Mann’s Yahweh has an uneasy relationship to his heavenly retinue, who resent the creation of man and who sense that their ambivalent God seeks to improve himself by becoming more conscious through awareness of human suffering. The Yahwist has no such illusions about a maturing Godhead. In Exodus 4:24 Yahweh attempts to murder poor Moses when the reluctant prophet is asleep at a night encampment in the Negev on his way back to Egypt. No justification or explanation is provided. Yahweh’s dreadful intention is particularly abominable since Moses gave in after his sensible attempt to evade his election by Yahweh. Neither we nor Moses ever come to understand why Yahweh has chosen him, let alone the sudden will to murder him in the wilderness night.
5.
Mann’s beautiful Prelude to Joseph and His Brothers is titled “Descent into Hell,” but that is another irony since the actual immersion is into the primordial past. In section 8 of the Prelude, Mann identifies his Joseph with the myth of the primal man—gnostic, hermetic, kabbalistic—who was both androgynous and divine, and who fell in love with his own watery reflection, and so fell indeed, outward and downward into our material world of space and time. Mann speaks of this man, who will become his Joseph, as a “narcissistic image so full of tragic charm.” He might be speaking of himself, now that the homoerotic secret of his own life has been divulged to his admirers, though Death in Venice and other masterworks by him should have informed us in any case.

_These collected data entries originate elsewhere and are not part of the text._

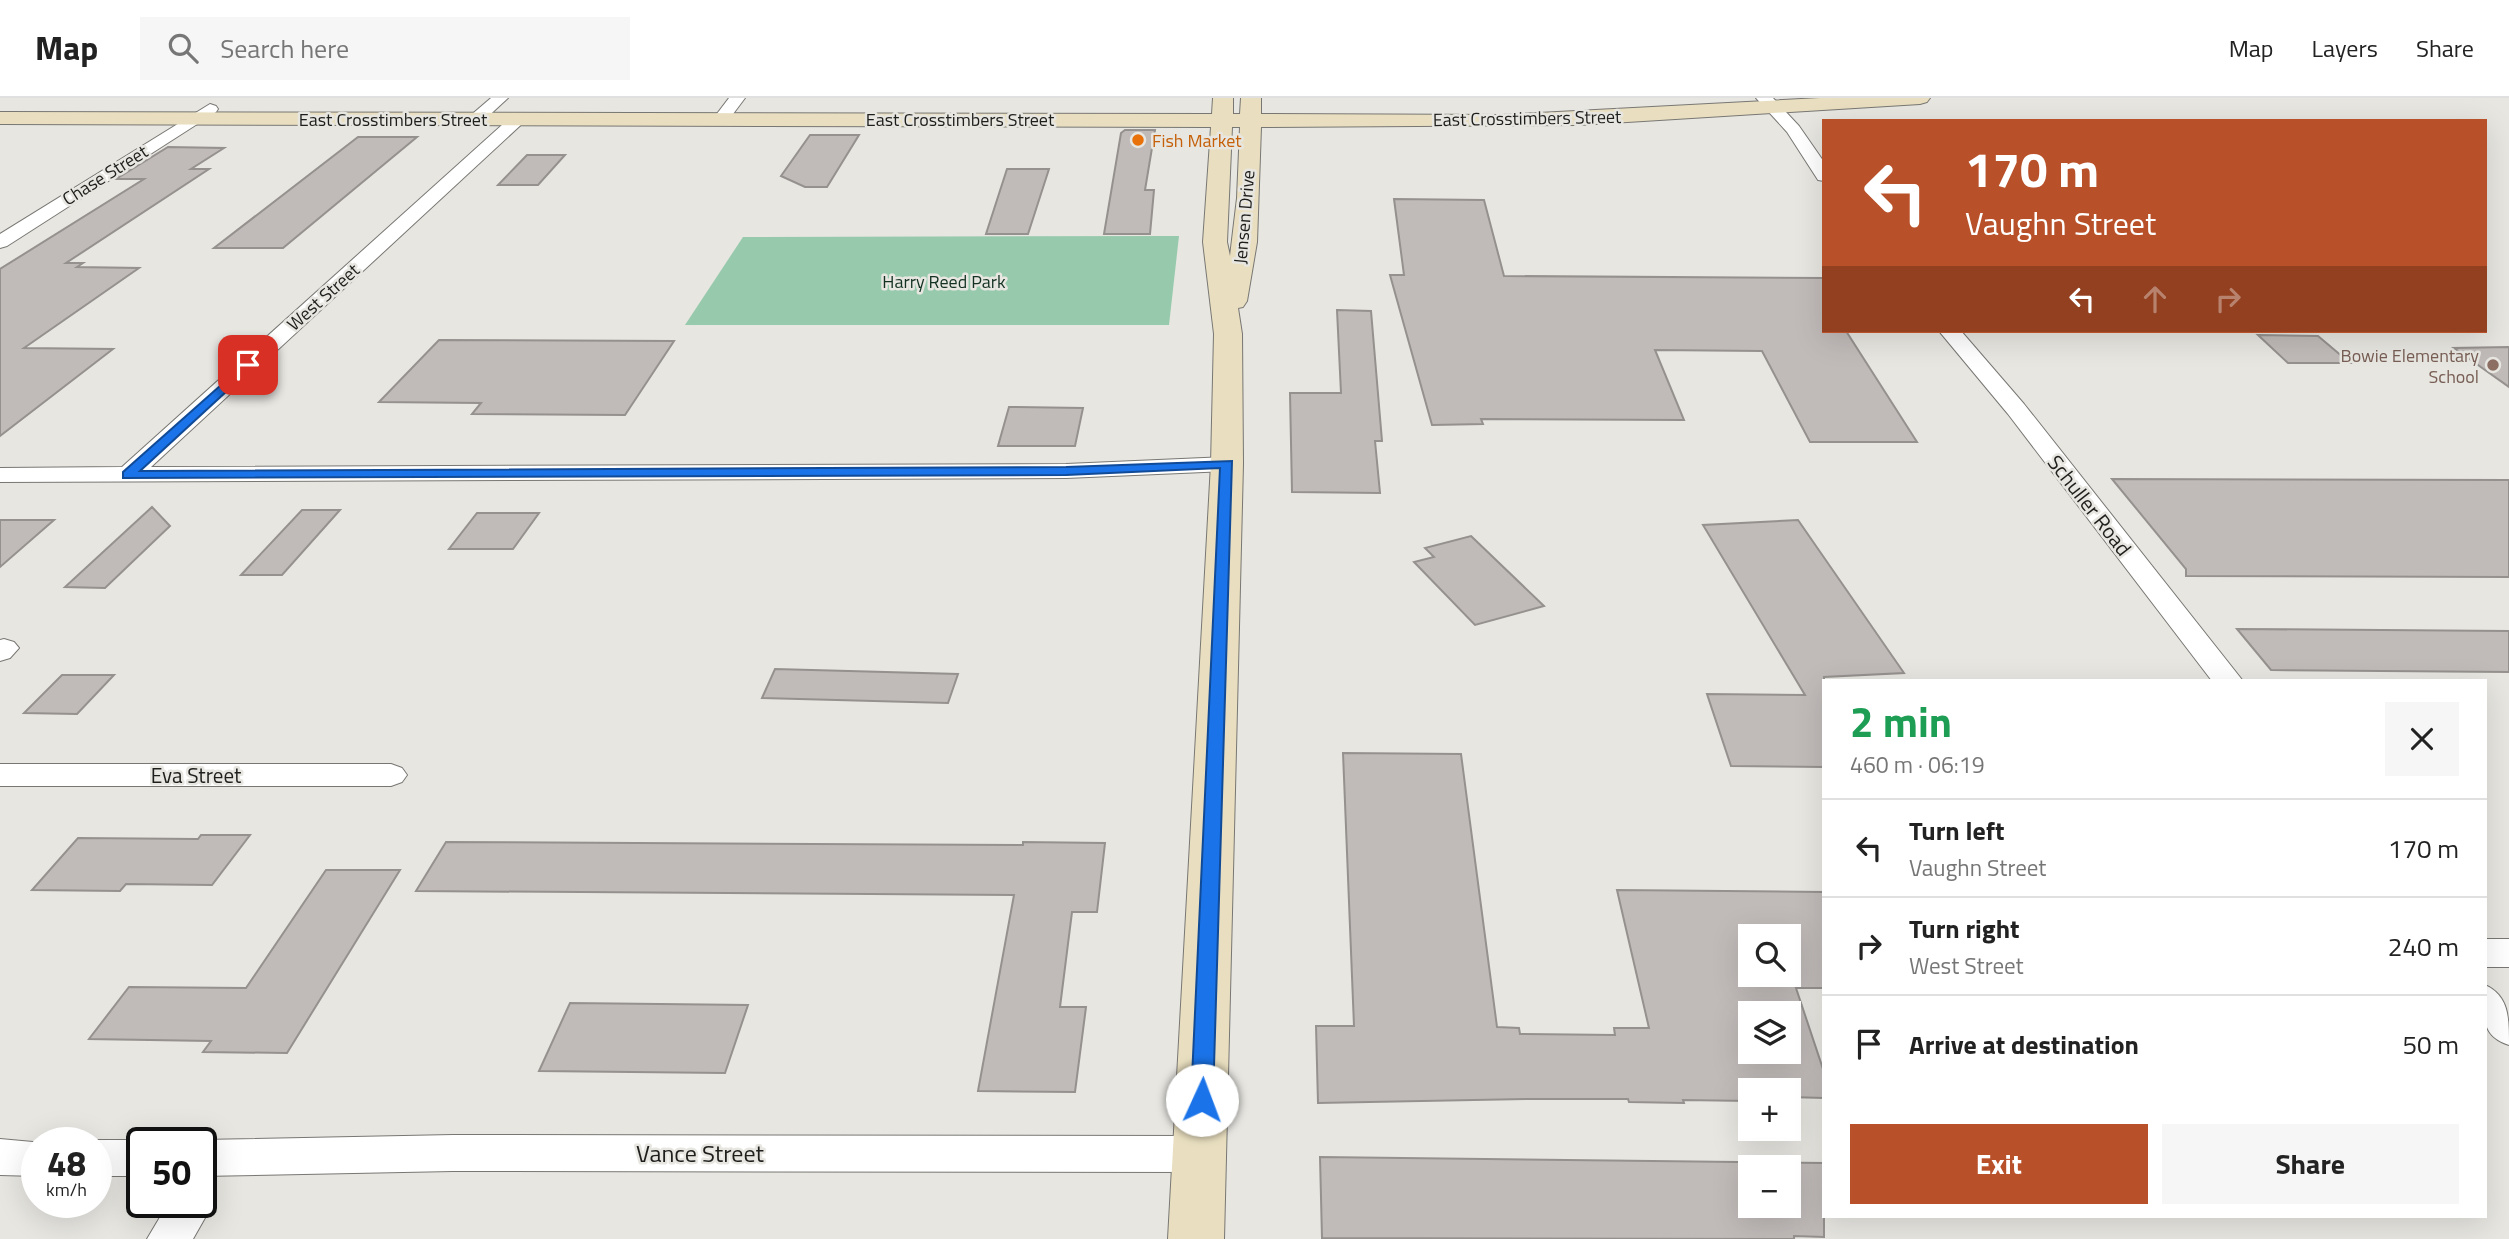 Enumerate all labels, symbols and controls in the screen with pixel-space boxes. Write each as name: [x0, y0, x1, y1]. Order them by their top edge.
search box: [140, 17, 630, 80]
text: Map: [35, 23, 98, 73]
icon: search: [164, 29, 202, 67]
text: Search here: [220, 29, 349, 68]
text: Map: [2229, 30, 2274, 66]
text: Layers: [2312, 30, 2378, 66]
text: Share: [2416, 30, 2474, 66]
street label: East Crosstimbers Street: [1433, 103, 1622, 133]
street label: East Crosstimbers Street: [299, 106, 488, 133]
street label: East Crosstimbers Street: [866, 106, 1055, 133]
place label: Fish Market: [1152, 127, 1242, 154]
text: 170 m: [1965, 131, 2099, 206]
marker: Fish Market: [1130, 132, 1146, 148]
street label: Chase Street: [57, 138, 154, 212]
icon: left: [1850, 147, 1941, 238]
street label: Jensen Drive: [1226, 169, 1262, 265]
text: Vaughn Street: [1965, 199, 2156, 247]
street label: West Street: [281, 256, 366, 337]
park label: Harry Reed Park: [882, 268, 1006, 295]
icon: left: [2063, 280, 2101, 318]
icon: ahead: [2136, 280, 2174, 318]
icon: right: [2209, 280, 2247, 318]
pin: [218, 335, 278, 395]
place label: Bowie Elementary School: [2341, 342, 2479, 390]
icon: arrive: [229, 346, 267, 384]
marker: Bowie Elementary School: [2485, 357, 2501, 373]
street label: Schuller Road: [2040, 448, 2140, 562]
text: 2 min: [1850, 689, 1952, 753]
button: close: [2385, 702, 2459, 776]
text: 460 m · 06:19: [1850, 747, 1985, 782]
street label: Eva Street: [151, 759, 242, 791]
text: Turn left: [1909, 811, 2004, 850]
icon: left: [1850, 829, 1888, 867]
text: 170 m: [2388, 829, 2459, 868]
text: Vaughn Street: [1909, 850, 2046, 885]
text: Turn right: [1909, 909, 2020, 948]
map controls: [1738, 924, 1801, 1218]
button: search: [1738, 924, 1801, 987]
icon: right: [1850, 927, 1888, 965]
text: 240 m: [2388, 927, 2459, 966]
text: West Street: [1909, 948, 2024, 983]
button: layers: [1738, 1001, 1801, 1064]
icon: arrive: [1850, 1025, 1888, 1063]
text: Arrive at destination: [1909, 1025, 2139, 1064]
text: 50 m: [2402, 1025, 2459, 1064]
position arrow: [1165, 1063, 1239, 1137]
button: +: [1738, 1078, 1801, 1141]
button: Exit: [1850, 1124, 2148, 1204]
button: Share: [2162, 1124, 2459, 1204]
speed limit sign: 50: [126, 1127, 217, 1218]
street label: Vance Street: [636, 1135, 764, 1171]
text: 48: [47, 1136, 86, 1190]
button: −: [1738, 1155, 1801, 1218]
text: km/h: [46, 1176, 87, 1203] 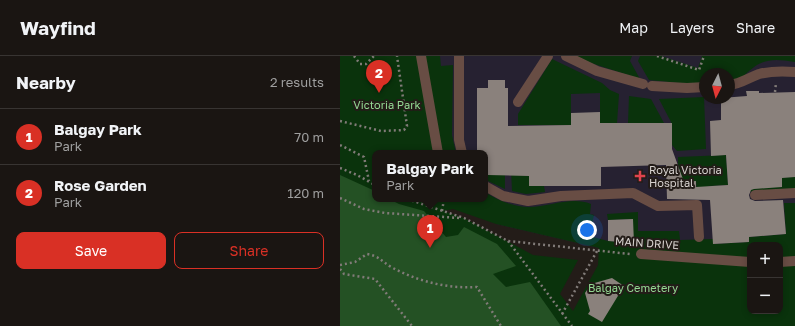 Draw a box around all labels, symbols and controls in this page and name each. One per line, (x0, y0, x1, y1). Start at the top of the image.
text: Wayfind (20, 16, 96, 39)
text: Map (619, 19, 648, 36)
text: Layers (670, 19, 714, 36)
text: Share (736, 19, 775, 36)
pin: 2 (366, 60, 392, 93)
north arrow (699, 68, 735, 104)
text: Nearby (16, 72, 76, 93)
text: 2 results (270, 74, 324, 90)
park label: Victoria Park (353, 98, 421, 111)
text: Balgay Park (54, 120, 142, 138)
text: 1 (26, 129, 32, 145)
text: 70 m (294, 129, 324, 145)
text: Park (54, 138, 82, 154)
popup (372, 150, 488, 202)
text: Balgay Park (386, 159, 474, 177)
place label: Royal Victoria Hospital (649, 163, 722, 189)
marker: Royal Victoria Hospital (634, 170, 646, 182)
text: Rose Garden (54, 176, 147, 194)
text: Park (386, 177, 414, 193)
text: 2 (25, 185, 33, 201)
text: 120 m (287, 185, 324, 201)
text: Park (54, 194, 82, 210)
pin: 1 (417, 215, 443, 248)
your location (577, 220, 597, 240)
button: Save (16, 232, 166, 269)
button: Share (174, 232, 324, 269)
street label: MAIN DRIVE (615, 234, 680, 251)
map controls (747, 242, 783, 314)
button: + (747, 242, 783, 278)
button: − (747, 278, 783, 314)
park label: Balgay Cemetery (588, 281, 678, 294)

The Hebrew Bible could not be clearer that the four-letter YHWH is God’s true name, since it is employed more than six thousand times. Yahweh must be a very old name, since it is what the God is called in the great war song of Deborah and Barak (Judges, Chapter 5), which may go back to the twelfth century before the Common Era. No one could call Yahweh a “narcissistic image so full of tragic charm.” He is a whirlwind, a fire, a battle cry, himself a man of war, and most himself when uttering rhetorical questions.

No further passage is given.